▶ _Problem statement_
Note each line in the data below that holds "linejoin", and copy it.

(Stored items)
....
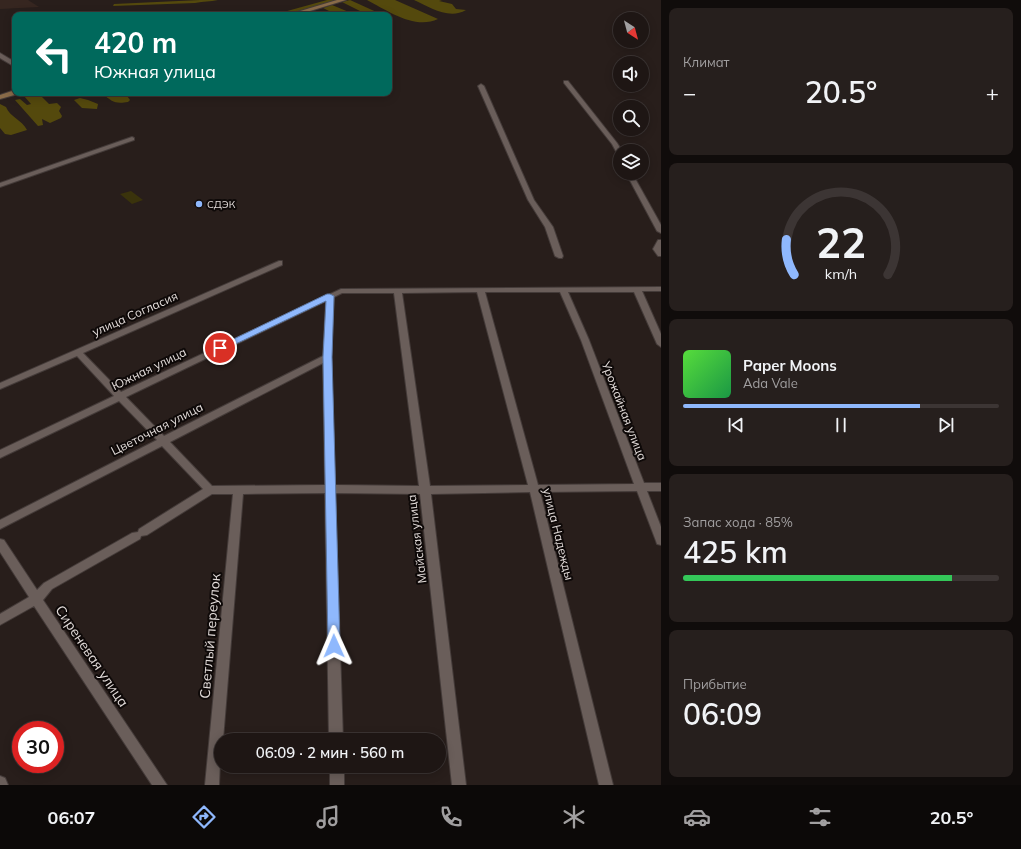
<!DOCTYPE html>
<html lang="ru">
<meta charset="utf-8">
<style>
body{margin:0;font-family:Mulish,sans-serif;background:#261f1d;color:#f1f3f6;height:100vh;display:flex;flex-direction:column;font-size:15px;white-space:nowrap}
*{box-sizing:border-box;margin:0}
p{font-size:13px;color:#a19fa0}
.icon{flex:none;width:22px;height:22px;fill:none;stroke:currentColor;stroke-width:2;stroke-linecap:round;stroke-linejoin:round}
.map{position:relative;flex:1;overflow:hidden}
.side{display:flex;flex-direction:column;gap:8px;padding:8px;background:#100c0b;width:360px}
.side>*{flex:none}
.guide{position:absolute;left:12px;top:12px;width:380px;height:84px;border-radius:8px;box-shadow:0 2px 10px #0003,0 0 0 1px #3c3534;background:#00695c;color:#fff;overflow:hidden}
.needle{width:26px;rotate:144deg}
.buttons{position:absolute;left:613px;top:12px;display:grid;gap:8px}
.buttons a{display:grid;place-items:center;width:36px;height:36px;border-radius:50%;background:#1e1614;box-shadow:0 2px 10px #0003,0 0 0 1px #3c3534;font-size:20px}
.speed{position:absolute;left:12px;top:721px;display:flex;gap:8px;font-size:20px;font-weight:700;text-align:center}
.speed>*{display:grid;place-content:center;width:52px;height:52px;border-radius:50%;background:#1e1614;box-shadow:0 2px 10px #0003,0 0 0 1px #3c3534;line-height:1}
.speed .limit{border:6px solid #d22;background:#fff;color:#111}
.pin{position:absolute;display:grid;place-items:center;width:34px;height:34px;color:#fff;margin:-17px;border:2px solid #fff;border-radius:50%;box-shadow:0 1px 4px #0007}
.me{position:absolute;width:44px;margin:-22px;rotate:359deg;stroke-linejoin:round;filter:drop-shadow(0 0 3px #0008)}
.turn{display:flex;align-items:center;gap:14px;height:84px;padding:0 16px;font-size:18px}
.turn .icon{width:52px;height:52px;stroke-width:2.5}
.turn b{display:block;font-size:28px;line-height:34px}
.big{font-size:30px;font-weight:600;line-height:1.1}
.side .widget{flex:1;display:flex;flex-direction:column;justify-content:center;gap:6px;min-width:0;padding:0 14px;border-radius:8px;background:#261f1d}
.side .dial{align-items:center;gap:0}
.dial svg{height:104px;overflow:visible;fill:none;stroke:#3c3534;stroke-width:7;stroke-linecap:round;text-anchor:middle}
.dial text{fill:#f1f3f6;stroke:none}
.song{display:flex;align-items:center;gap:12px}
.cover{width:48px;height:48px;border-radius:6px;background:linear-gradient(135deg,hsl(110 70% 55%),hsl(140 70% 35%))}
.played{height:4px;border-radius:2px;background:linear-gradient(90deg,#8fb8fd 75%,#3c3534 75%)}
.keys{display:flex;justify-content:space-around;direction:ltr}
.heat{display:flex;justify-content:space-between;align-items:center;font-size:22px;direction:ltr}
.charge{height:6px;border-radius:3px;background:linear-gradient(90deg,#34c759 85%,#3c3534 0)}
.trip{position:absolute;left:214px;top:733px;width:232px;height:40px;border-radius:20px;background:#1e1614;box-shadow:0 2px 10px #0003,0 0 0 1px #3c3534;font-weight:600;line-height:40px;text-align:center}
.menu{display:flex;height:64px;justify-content:space-around;align-items:center;background:#0c0908;color:#a19fa0}
.menu .icon{width:28px;height:28px}
.menu .current{color:#8fb8fd}
.menu b{font-size:18px;color:#f1f3f6}
main{display:flex;flex:1;min-height:0}
.map>svg:first-child{display:block}
.built{fill:#362620}
.green{fill:#3a330c}
.forest{fill:#54490d}
.lines{fill:none;stroke-linecap:round;stroke-linejoin:round}
.minor-casing{stroke:#443b39;stroke-width:2}
.tertiary-casing{stroke:#443b39;stroke-width:2}
.secondary-casing{stroke:#443b39;stroke-width:2}
.minor{fill:#6a5e5a;fill-rule:evenodd}
.tertiary{fill:#6a5e5a;fill-rule:evenodd}
.secondary{fill:#896b49;fill-rule:evenodd}
.route{fill:#8fb8fd;stroke:#5d78a4}
.poi-dot{fill:#8fb8fd;stroke:#0e0908;stroke-width:1.5}
.labels{text-anchor:middle;stroke-width:4;stroke-linejoin:round;paint-order:stroke}
.far-poi-label{font-size:10px;fill:#e4dddb;stroke:#0e0908;text-anchor:start}
.street-label{font-size:12px;fill:#e4dddb;stroke:#0e0908}
.near-street-label{font-size:14px;fill:#e4dddb;stroke:#0e0908}
</style>
<main>
<div class="map">
<svg width="661" height="785" viewBox="0 0 661 785">
<rect width="100%" height="100%" fill="#281e1b"/>
<polygon class="built" points="0,0 28,0 39,7 0,9"/>
<polygon class="green" points="131,191 143,200 132,204 120,194"/>
<g class="forest">
<path d="M200,0H218C210,2 204,1 195,3L113,6L114,4Z"/>
<polygon points="327,0 339,0 284,15 280,13"/>
<polygon points="350,0 383,15 368,15 342,2"/>
<path d="M367,0H395L438,19C415,30 388,11 367,0Z"/>
<path d="M414,0H442L439,1L452,4L456,9L466,10C449,20 429,7 414,0Z"/>
<polygon points="332,5 356,15 337,15 323,8"/>
<path d="M102,93H125L130,100L128,102C115,104 112,102 102,93Z"/>
<polygon points="30,95 41,96 49,104 57,103 61,107 59,111 62,116 61,118 50,123 42,119 43,125 38,126 15,100 20,99 27,105 31,104 24,96"/>
<polygon points="80,98 88,100 98,104 97,109 82,108 74,100"/>
<path d="M0,104L6,107C10,117 22,120 27,130L11,135L5,134L0,128Z"/>
</g>
<g class="lines">
<defs>
<g id="minor">
<polygon points="564,81 568,81 617,143 622,151 620,151 620,156 618,155 612,144 564,83"/>
<polygon points="481,84 484,86 534,200 553,227 563,256 562,258 559,258 555,256 545,227 528,200 478,86"/>
<polygon points="132,137 134,138 134,140 0,187 0,183"/>
<polygon points="626,173 632,173 661,225 661,233 657,231"/>
<polygon points="658,240 661,240 661,256 658,256 653,249"/>
<path d="M279,261H282V265L83,353L121,392L341,289L661,287V291H642L661,334V347L657,344L634,292H568L589,340L644,483H661V491H647L661,527V545L657,544L656,541L637,491L540,492L613,785H599L530,492L431,494L466,785H452L420,494L335,493L343,740H329L325,493L243,494L223,740H221L219,785H205L233,494H212L147,535L141,536L140,539L52,589L43,600L167,785H152L34,606L0,625V614L29,597L0,552V539L4,540L37,590L44,583L132,533L138,532L139,529L203,489L162,446L0,529V520L157,440L119,401L0,458V450L114,396L77,356L0,389V383ZM477,292L528,485L430,486L402,293ZM485,292H560L581,340L634,484L538,485ZM342,293H394L419,486L335,485L331,357L334,297ZM326,301L323,356L164,436L126,397ZM323,363L325,485L212,486L170,442Z"/>
<rect x="330" y="766" width="14" height="19"/>
<polygon points="0,776 5,778 8,785 0,785"/>
</g>
<polygon id="tertiary" points="0,53 15,62 15,67 0,58"/>
<g id="secondary">
<polygon points="337,0 346,0 297,15 287,15"/>
<polygon points="15,90 15,93 18,94 0,99 0,95"/>
</g>
</defs>
<use href="#minor" class="minor-casing"/>
<use href="#tertiary" class="tertiary-casing"/>
<use href="#secondary" class="secondary-casing"/>
<use href="#minor" class="minor"/>
<use href="#tertiary" class="tertiary"/>
<use href="#secondary" class="secondary"/>
</g>
<polygon class="route" points="327,294 330,294 334,296 332,357 340,646 338,650 334,651 330,650 328,646 323,357 326,301 223,350 220,351 215,348"/>
<circle class="poi-dot" cx="199" cy="204" r="4"/>
<g class="labels">
<g class="far-poi-label">
<text x="207" y="208">СДЭК</text>
</g>
<g class="street-label">
<text transform="translate(135 314) rotate(-24)" y="4">улица Согласия</text>
<text transform="translate(149 369) rotate(-26)" y="4">Южная улица</text>
<text transform="translate(624 411) rotate(69)" y="4">Урожайная улица</text>
<text transform="translate(157 429) rotate(-27)" y="4">Цветочная улица</text>
<text transform="translate(558 534) rotate(76)" y="4">улица Надежды</text>
<text transform="translate(417 539) rotate(-97)" y="4">Майская улица</text>
</g>
<g class="near-street-label">
<text transform="translate(210 636) rotate(-85)" y="5">Светлый переулок</text>
<text transform="translate(92 656) rotate(56)" y="5">Сиреневая улица</text>
</g>
</g>
</svg>
<div class="buttons">
<a><svg class="needle" viewBox="-14 -14 28 28"><path d="M0-13l5 13h-10z" fill="#e53935"/><path d="M0 13l5-13h-10z" fill="#a19fa0"/></svg></a>
<a><svg class="icon" aria-label="sound" viewBox="0 0 24 24"><path d="M4 9h4l5-4v14l-5-4H4zM17 9q2 3 0 6"/></svg></a>
<a><svg class="icon" aria-label="search" viewBox="0 0 24 24"><circle cx="10" cy="10" r="6"/><path d="M15 15l6 6"/></svg></a>
<a><svg class="icon" aria-label="layers" viewBox="0 0 24 24"><path d="M12 4l9 5-9 5-9-5zM3 14l9 5 9-5"/></svg></a>
</div>
<div class="speed"><div class="limit">30</div></div>
<div class="pin" style="left:220px;top:348px;background:#d93025"><svg class="icon" aria-label="arrive" viewBox="0 0 24 24"><path d="M6 21V4h12l-3 4 3 4H6"/></svg></div>
<svg class="me" style="left:334px;top:646px" viewBox="-20 -20 40 40"><path d="M0-17L14 15 0 8-14 15z" fill="#8fb8fd" stroke="#fff" stroke-width="4"/></svg>
<div class="trip">06:09 · 2 мин · 560 m</div>
<div class="guide">
<div class="turn"><svg class="icon" aria-label="left" viewBox="0 0 24 24"><path d="M17 20v-9H6M10 6l-5 5 5 5"/></svg><div><b>420 m</b>Южная улица</div></div>
</div>
</div>
<section class="side">
<div class="widget"><p>Климат</p>
<div class="heat"><a>−</a><b class="big">20.5°</b><a>+</a></div>
</div>
<div class="widget dial"><svg viewBox="0 0 100 80">
<path d="M14 69A42 42 0 1 1 86 69"/>
<path d="M14 69A42 42 0 0 1 8 42" stroke="#8fb8fd"/>
<text x="50" y="56" font-size="32" font-weight="700">22</text>
<text x="50" y="72" font-size="11">km/h</text>
</svg></div>
<div class="widget">
<div class="song"><i class="cover"></i><div><b>Paper Moons</b><p>Ada Vale</p></div></div>
<div class="played"></div>
<div class="keys"><svg class="icon" aria-label="previous" viewBox="0 0 24 24"><path d="M18 5L8 12l10 7zM5 5v14"/></svg><svg class="icon" aria-label="pause" viewBox="0 0 24 24"><path d="M8 5v14M16 5v14"/></svg><svg class="icon" aria-label="next" viewBox="0 0 24 24"><path d="M6 5l10 7-10 7zM19 5v14"/></svg></div>
</div>
<div class="widget"><p>Запас хода · 85%</p><b class="big">425 km</b><div class="charge"></div></div>
<div class="widget"><p>Прибытие</p><b class="big">06:09</b></div>
</section>
</main>
<nav class="menu">
<b>06:07</b>
<svg class="icon current" aria-label="directions" viewBox="0 0 24 24"><path d="M12 3l9 9-9 9-9-9zM9 14v-3h6M13 9l2 2-2 2"/></svg>
<svg class="icon" aria-label="music" viewBox="0 0 24 24"><path d="M9 18V5l10-2v13"/><circle cx="6" cy="18" r="3"/><circle cx="16" cy="16" r="3"/></svg>
<svg class="icon" aria-label="phone" viewBox="0 0 24 24"><path d="M5 4h4l2 5-3 2q2 4 5 5l2-3 5 2v4C11 20 4 13 5 4z"/></svg>
<svg class="icon" aria-label="climate" viewBox="0 0 24 24"><path d="M12 3v18M4 7l16 10M4 17L20 7"/></svg>
<svg class="icon" aria-label="car" viewBox="0 0 24 24"><path d="M5 17H2v-5l4-1 3-4h7l3 4 3 1v5h-3M9 17h6M6 11h13"/><circle cx="7" cy="17" r="2"/><circle cx="17" cy="17" r="2"/></svg>
<svg class="icon" aria-label="filters" viewBox="0 0 24 24"><path d="M4 7h16M4 17h16"/><circle cx="9" cy="7" r="2"/><circle cx="15" cy="17" r="2"/></svg>
<b>20.5°</b>
</nav>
....
▶ _Reply to the exercise_
.icon{flex:none;width:22px;height:22px;fill:none;stroke:currentColor;stroke-width:2;stroke-linecap:round;stroke-linejoin:round}
.me{position:absolute;width:44px;margin:-22px;rotate:359deg;stroke-linejoin:round;filter:drop-shadow(0 0 3px #0008)}
.lines{fill:none;stroke-linecap:round;stroke-linejoin:round}
.labels{text-anchor:middle;stroke-width:4;stroke-linejoin:round;paint-order:stroke}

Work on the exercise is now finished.